NAPOLI Al Piccolo Bellini di Napoli ha debuttato Memento, coreografia di Nyko Piscopo per la compagnia Cornelia, una giovane realtà campana che ha ormai raggiunto traguardi nazionali e internazionali. Il titolo richiama la celebre espressione latina memento mori, “ricordati che devi morire”, che veniva indirizzata ai soldati romani che ritornavano in città trionfanti, dopo una vittoria, per non eccedere in eccessiva superbia. In questo caso l’evocazione della morte non è esplicita ma, come suggerisce la sinossi del programma, allude ad uno stato di sospensione creata dalle frazioni di cui è composta la coreografia. La morte è sullo sfondo di ogni esistenza vivente e, seppur non nominata, è la presenza silenziosa che accompagna la consapevolezza del vivere.

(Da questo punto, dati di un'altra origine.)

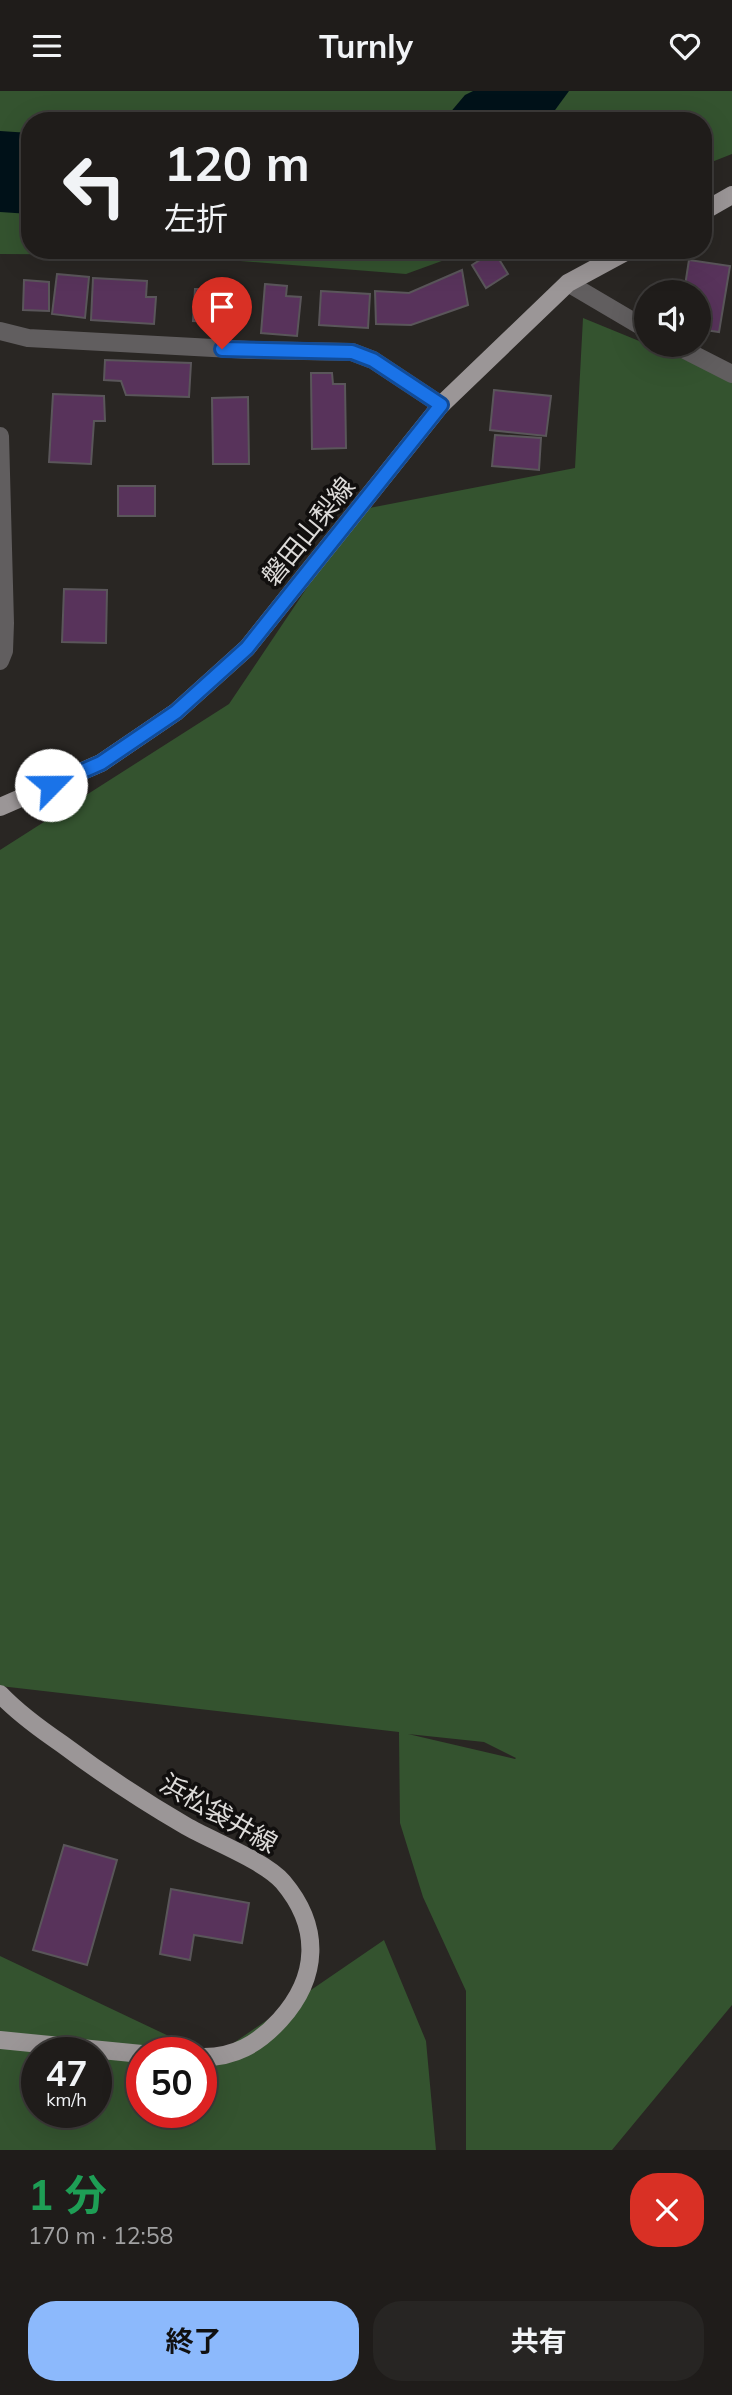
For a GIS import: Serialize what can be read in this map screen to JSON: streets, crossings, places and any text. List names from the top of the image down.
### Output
{
  "streets": {
    "main road": ["磐田山梨線", "浜松袋井線"]
  },
  "page": {
    "header": "Turnly",
    "turn": ["120 m", "左折"],
    "speed": "47 km/h",
    "limit": "50",
    "heading": ["1 分", "170 m · 12:58"],
    "buttons": ["終了", "共有"]
  }
}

La struttura drammaturgica

Una voce fuori campo definisce, numerandole,  picture le cinque sezioni: Dreaming of..;  Love struggle;  Playing games;   Waiting in hope; Give up! Si tratta di cinque diversi stati emotivi che nascono da una ostensione, o meglio rappresentazione, di momenti esistenziali individuali o di gruppo per i quattro protagonisti in scena: Nicolas Grimaldi Capitello, Eleonora Greco, Leopoldo Guadagno, Francesco Russo.

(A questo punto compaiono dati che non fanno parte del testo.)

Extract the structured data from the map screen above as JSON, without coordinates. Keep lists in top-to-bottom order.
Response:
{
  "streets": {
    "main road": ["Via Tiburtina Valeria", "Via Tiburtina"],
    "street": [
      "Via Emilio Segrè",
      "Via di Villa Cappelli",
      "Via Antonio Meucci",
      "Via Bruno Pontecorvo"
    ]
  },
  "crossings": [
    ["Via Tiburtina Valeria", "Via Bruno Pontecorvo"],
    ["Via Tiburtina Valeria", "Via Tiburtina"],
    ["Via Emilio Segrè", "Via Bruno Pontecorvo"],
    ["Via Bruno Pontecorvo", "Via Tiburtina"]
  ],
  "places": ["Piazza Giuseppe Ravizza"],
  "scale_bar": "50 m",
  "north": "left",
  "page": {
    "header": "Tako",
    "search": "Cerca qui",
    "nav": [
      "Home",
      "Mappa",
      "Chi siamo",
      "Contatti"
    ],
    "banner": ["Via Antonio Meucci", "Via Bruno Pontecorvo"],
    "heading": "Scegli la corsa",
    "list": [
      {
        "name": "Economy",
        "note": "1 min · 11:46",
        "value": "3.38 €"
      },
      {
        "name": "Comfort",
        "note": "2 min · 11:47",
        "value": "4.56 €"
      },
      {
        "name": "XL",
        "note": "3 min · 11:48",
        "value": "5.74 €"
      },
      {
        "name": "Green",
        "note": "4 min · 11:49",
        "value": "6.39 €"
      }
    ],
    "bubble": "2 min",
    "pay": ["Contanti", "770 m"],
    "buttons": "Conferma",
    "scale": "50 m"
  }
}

Lo spazio scenico è nero, spesso con luci morbide e soffuse.  Nel linguaggio apparentemente astratto, perché non direttamente mimetico, proprio della danza contemporanea, i danzatori creano assoli, duetti e momenti di gruppo che rievocano momenti di vita “invisibile” ma leggibili dalla sensibilità degli spettatori grazie all’immediatezza con cui la danza comunica con un potere che anticipa e trascende la parola. Per rendere chiaro il processo comunicativo impiegato dal coreografo Piscopo, prendiamo ad esempio Dreaming of, l’assolo interpretato da Nicolas Grimaldi Capitello che, nella sua dinamica acrobatica, esplosivamente energetica, con un utilizzo a volte spericolato della piramide tronca -che è l’unico oggetto scenico presente-, richiama inevitabilmente la spericolatezza della gioventù e l’aspirazione verso l’alto, verso sogni, progetti che identificano la parte nascente e sognatrice dell’individuo.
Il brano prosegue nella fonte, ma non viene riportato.